Question

In the circuit shown in figure in adjoining figure $ E = 10V,{R_1} = 1\Omega ,{R_2} = 2\Omega ,{R_3} = 3\Omega $ and $ L = 2H $ . Calculate value of current $ {i_1},{i_2} $ and $ {i_3} $ immediately after key S is closed.

(A) 3.3 amp, 3.3 amp, 3,3 amp
(B) 3.3 amp, 3.3 amp, 0 amp
(C) 3.3 amp, 0 amp, 0 amp
(D) 3.3 amp, 3.3 amp, 1.1 amp

Answer 1

Hint :In an inductor coil a steady current flow, the magnetic flux due to the current remains constant. In this case when the key is closed the inductor due to self-inductance opposes the flow of current and immediately after the switch closes for a time period the inductor works as an open circuit, so no current flows through it.

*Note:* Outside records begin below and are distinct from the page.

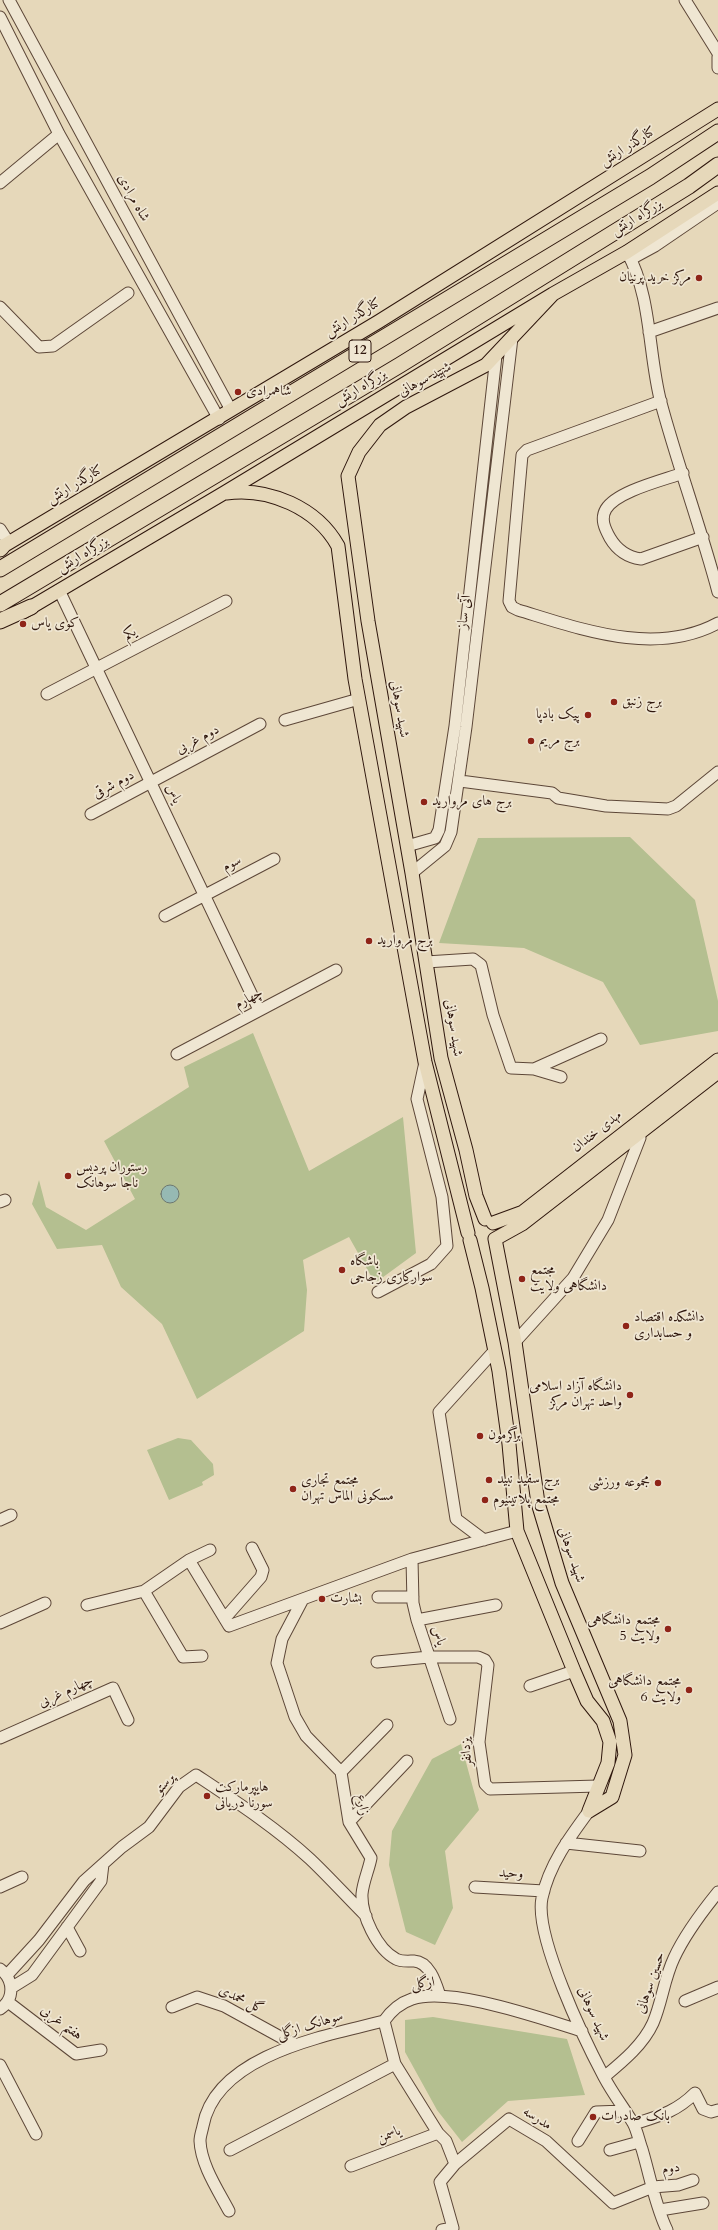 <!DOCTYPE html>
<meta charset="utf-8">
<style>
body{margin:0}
canvas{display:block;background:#e6d8ba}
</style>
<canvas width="718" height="2230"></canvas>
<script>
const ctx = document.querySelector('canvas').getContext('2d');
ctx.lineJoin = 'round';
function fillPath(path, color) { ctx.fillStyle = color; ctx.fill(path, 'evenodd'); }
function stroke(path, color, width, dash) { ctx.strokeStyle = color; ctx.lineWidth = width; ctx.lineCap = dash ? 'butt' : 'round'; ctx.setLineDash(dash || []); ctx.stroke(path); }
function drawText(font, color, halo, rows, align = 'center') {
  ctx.font = font + ' Cardo,Amiri,serif'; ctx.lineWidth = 3.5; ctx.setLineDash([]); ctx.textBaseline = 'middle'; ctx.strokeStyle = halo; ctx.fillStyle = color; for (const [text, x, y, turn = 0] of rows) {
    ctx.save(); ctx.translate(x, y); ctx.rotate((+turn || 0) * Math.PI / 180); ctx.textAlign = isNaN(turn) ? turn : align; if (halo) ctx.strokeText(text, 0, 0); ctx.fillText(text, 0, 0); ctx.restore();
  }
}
const green = new Path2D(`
 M630,837L695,900L718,1001V1031L640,1045L603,982L524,948L439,943L478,838Z
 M253,1033L309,1171L403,1117L416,1253L375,1283L349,1237L303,1260L307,1290L304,1331L197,1399L162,1324L121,1287L102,1245L57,1249L32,1204L39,1180L46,1207L86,1230L135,1199L104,1141L189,1087L184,1067Z
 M178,1438L191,1440L213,1464L214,1475L202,1482L203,1485L169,1500L147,1450Z
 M461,1744L479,1810L445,1851L453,1908L435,1945L406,1932L389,1865L392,1831L432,1759Z
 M433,2017L567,2039L585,2095L508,2101L462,2142L437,2110L405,2052V2020Z`);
const water = new Path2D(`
 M161 1194a9 9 0 1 1 18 0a9 9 0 1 1-18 0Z`);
const minor = new Path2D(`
 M9,0L231,410
 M685,0L718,53
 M0,17L59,134L219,419
 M718,57V68
 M0,183L59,134
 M627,252C652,297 648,354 661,403C678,466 701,528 718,592
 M631,259L655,246L718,203
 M0,307L39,347L53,346L128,293
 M649,332L718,308
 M661,401L527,450L522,455L509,601L512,607L518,610C581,629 655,657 718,623
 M683,473C664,480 617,491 606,509C600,519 605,529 610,538C617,550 627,557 641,559L703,537
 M0,529L9,543
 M59,590L259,1010
 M47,694L226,601
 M285,720L359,699
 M460,781L552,793L558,798L606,806L668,809L676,806L718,772
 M91,814L260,724
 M407,846L435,838L439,830L455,726L496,356
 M412,873L445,846L451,832L466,727L512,338
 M165,916L274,859
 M426,962L473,959L481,965L493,1015L511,1068L534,1069L601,1039
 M177,1054L336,970
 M534,1069L561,1077
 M0,1202L5,1200
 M378,1292L431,1264L447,1246L442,1197L417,1099L425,1062
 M515,1342L573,1278L608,1220L640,1138
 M0,1520L11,1515
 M484,1540L456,1519L439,1412L495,1350
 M412,1559L413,1603L417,1620L450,1719
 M189,1560L229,1626L412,1559L517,1531
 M144,1591L183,1657L202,1656
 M378,1597H413
 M302,1601L282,1639L277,1663L295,1717L306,1736L341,1772L349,1822L371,1858C369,1869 363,1882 362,1894C361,1915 377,1949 396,1959C401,1962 409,1961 414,1961C430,1962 436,1984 440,1996
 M87,1605L144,1591L189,1560L210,1550
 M225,1618L261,1577L263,1570L252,1548
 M417,1620L496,1605
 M0,1623L45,1603
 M377,1662L429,1657H478L485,1660L488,1665L479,1742L485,1784L490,1789L598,1786
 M530,1686L574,1671
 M0,1738L113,1688L128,1720
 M341,1772L387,1725
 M589,1811C569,1838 549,1865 542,1898C534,1936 585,2041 604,2077C613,2094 624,2108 633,2123C637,2130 639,2141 642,2149C650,2176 655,2205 667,2230
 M349,1822L407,1761
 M566,1843L640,1851
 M0,1887L22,1877
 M475,1887L544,1891
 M67,1927L80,1951
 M0,1969C14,1979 15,1999 0,2009
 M7,1975L39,1940L84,1881L122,1847L149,1827L179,1787L196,1775C235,1801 275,1827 310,1859C329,1877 347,1897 366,1916
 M11,1988L32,1975L101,1881L103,1864
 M685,2001L718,1987
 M8,2002L76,2054L101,2050
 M172,2007L197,1997L224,2006L295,2045
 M0,2065L36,2134
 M604,2077C622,2062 643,2045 653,2023C662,2002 664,1979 674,1958C685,1934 701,1913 718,1892
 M634,2124C659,2116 676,2112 695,2093L703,2109L711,2112L718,2110
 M578,2141L596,2112L624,2111
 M230,2150L395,2064
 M610,2150L639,2142
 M455,2164L446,2141L438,2133L395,2064L384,2021C391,2011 400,2003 412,1999C451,1986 542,2019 582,2031
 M351,2166L438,2133
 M660,2210L703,2203
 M229,2211C218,2190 201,2165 200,2141C200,2136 202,2131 203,2126C216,2055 325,2036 384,2021
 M442,2230L453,2228L440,2182L455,2164L509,2119L546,2141L613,2203L653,2187L678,2185L693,2180`);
const major = new Path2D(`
 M226,493C269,487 317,508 338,546L355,679L425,1062L468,1233
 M0,548L378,322L718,109
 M23,612L224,493L553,294L627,252L718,193
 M485,1219L476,1196L466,1150L441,1058L412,873L368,621L348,476L359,452L380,425L406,407L486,365L553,294
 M493,1223L523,1212L718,1060
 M470,1240L482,1288L499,1371L509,1444L517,1531L574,1671L587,1701L603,1721L610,1742L608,1763L589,1811
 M589,1811L612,1797L625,1755L620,1721L562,1583L538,1503L515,1342L495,1239L522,1224L718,1072`);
const highway = new Path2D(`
 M0,549L2,547
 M0,569L650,177L718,132
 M0,604L400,365L689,186L718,165
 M0,621L31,607`);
const markers = [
 [699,278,4,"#8f2418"],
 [238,392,4,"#8f2418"],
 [23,624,4,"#8f2418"],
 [614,702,4,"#8f2418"],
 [588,715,4,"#8f2418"],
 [531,741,4,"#8f2418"],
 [424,802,4,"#8f2418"],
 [369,941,4,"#8f2418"],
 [68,1176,4,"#8f2418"],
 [342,1270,4,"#8f2418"],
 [522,1279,4,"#8f2418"],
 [626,1326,4,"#8f2418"],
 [630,1395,4,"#8f2418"],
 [480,1436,4,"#8f2418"],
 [489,1480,4,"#8f2418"],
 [658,1483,4,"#8f2418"],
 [293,1489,4,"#8f2418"],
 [485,1500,4,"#8f2418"],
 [322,1599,4,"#8f2418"],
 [668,1629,4,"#8f2418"],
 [689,1690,4,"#8f2418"],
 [207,1796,4,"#8f2418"],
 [593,2117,4,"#8f2418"]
];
const shields = [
 [360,351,22]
];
const shieldNames = [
 ["12",360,351]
];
const streetNames = [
 ["کنارگذر ارتش",628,147,-32],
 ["شاه مرادی",133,198,61],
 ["بزرگراه ارتش",637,218,-32],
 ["کنارگذر ارتش",353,318,-31],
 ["شهید سوهانی",425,380,-28],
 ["بزرگراه ارتش",361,388,-31],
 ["کنارگذر ارتش",75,485,-31],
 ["بزرگراه ارتش",83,555,-31],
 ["آتی ساز",465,612,-83],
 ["یکم",130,634,-27],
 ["شهید سوهانی",399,709,80],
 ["دوم غربی",198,740,-28],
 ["دوم شرقی",114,785,-28],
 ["یاس",173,794,64],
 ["سوم",232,864,-27],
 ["چهارم",249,999,-28],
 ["شهید سوهانی",453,1028,81],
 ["مهدی خندان",597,1132,-38],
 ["شهید سوهانی",571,1555,71],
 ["یاس",438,1636,72],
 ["چهارم غربی",66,1692,-24],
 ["یزدانفر",467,1752,-94],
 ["پرستو",165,1784,-48],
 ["زارع",362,1805,79],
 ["وحید",511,1874,3],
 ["حسین سوهانی",651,1983,-71],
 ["ازگلی",423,1984,-8],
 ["گل محمدی",241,2000,26],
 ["شهید سوهانی",593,2014,66],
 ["هفتم غربی",61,2023,37],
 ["سوهانک ازگلی",310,2026,-17],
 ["مدرسه",537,2119,32],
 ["یاسمن",389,2135,-21],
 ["دوم",671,2169,-9]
];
const poiNames = [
 ["مرکز خرید پرنیان",691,278,"right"],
 ["شاهمرادی",246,392],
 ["کوی یاس",31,624],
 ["برج زنبق",622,702],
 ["پیک بادپا",580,715,"right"],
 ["برج مریم",539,741],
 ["برج های مروارید",432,802],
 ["برج مروارید",377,941],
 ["رستوران پردیس",76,1168],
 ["ناجا سوهانک",76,1184],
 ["باشگاه",350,1262],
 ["سواركاری زجاجی",350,1278],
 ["مجتمع",530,1271],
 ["دانشگاهی ولایت",530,1287],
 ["دانشکده اقتصاد",634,1318],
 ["و حسابداری",634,1334],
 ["دانشگاه آزاد اسلامی",622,1387,"right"],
 ["واحد تهران مرکز",622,1403,"right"],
 ["برگرمون",488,1436],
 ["برج سفید نبید",497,1480],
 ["مجتمع تجاری",301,1481],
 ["مسکونی الماس تهران",301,1497],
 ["مجموعه ورزشی",650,1483,"right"],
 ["مجتمع پلاتینیوم",493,1500],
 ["بشارت",330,1599],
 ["مجتمع دانشگاهی",660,1621,"right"],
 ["ولایت 5",660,1637,"right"],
 ["مجتمع دانشگاهی",681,1682,"right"],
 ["ولایت 6",681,1698,"right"],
 ["هایپرمارکت",215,1788],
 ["سورنا دریانی",215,1804],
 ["بانک صادرات",601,2117]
];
fillPath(green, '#b4bf90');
fillPath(water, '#96b9b3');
stroke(water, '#6d7871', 1);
stroke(minor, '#5d4738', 13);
stroke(major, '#2f170d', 15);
stroke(highway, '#2f170d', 17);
stroke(minor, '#efe6d2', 11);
stroke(major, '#e6d8ba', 13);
stroke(highway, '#e6d8ba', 15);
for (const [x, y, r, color] of markers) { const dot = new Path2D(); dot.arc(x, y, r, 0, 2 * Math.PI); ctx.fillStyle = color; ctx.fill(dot); stroke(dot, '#efe6d2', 1.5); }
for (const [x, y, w] of shields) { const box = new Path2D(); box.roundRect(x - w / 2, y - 11, w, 22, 3); ctx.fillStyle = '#efe6d2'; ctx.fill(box); stroke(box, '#2f170d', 1); }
drawText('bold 13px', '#2f170d', null, shieldNames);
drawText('14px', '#2f170d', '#efe6d2', streetNames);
drawText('14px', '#2f170d', '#efe6d2', poiNames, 'left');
</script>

Complete Step By Step Answer:
As mentioned in the hint immediately after closure of switch for a time there will be no current in the inductor i.e $ {i_3} = 0 $ .
Now the circuit is simplified as shown in figure:

Since current through the inductor can’t change instantaneously, in this case we can take it out of the circuit as shown in figure and then we can redraw and further simplify it as shown, so there are just two resistors connected in series as shown and a battery in the circuit.
 $ {R_{eq}} = {R_1} + {R_3} = 1\Omega + 2\Omega = 3\Omega $
 $ {i_1} = {i_2} = \dfrac{E}{{{R_{eq}}}} = \dfrac{{10V}}{{3\Omega }} = 3.33A $
Currently through $ {R_1} $ and $ {R_3} $ is $ 3.33A $ . And current through $ {R_2} $ is zero.
Hence the correct option is (b).

Additional Information:
If current in a circuit changes at a rate of $ \dfrac{{dI}}{{dt}} $ then EMF induced in the circuit of coil or conductor is given as $ e = L\left| {\dfrac{{dI}}{{dt}}} \right| $ .
According to Lenz’s law the direction of induced EMF is such that it opposes the causes of induction which is change in current thus sign of $ e $ and $ \dfrac{{dI}}{{dt}} $ are opposite in above equation which can be written without modulus as $ e = - L\dfrac{{dI}}{{dt}} $ , here L is a proportionality constant called ‘coefficient of self-Inductance’ or simply ‘the inductance’.

Note :
In the above problem had there been a question where a current is a function of time a current in the inductor is asked after some time has passed, we would have had a non-zero current through the inductor.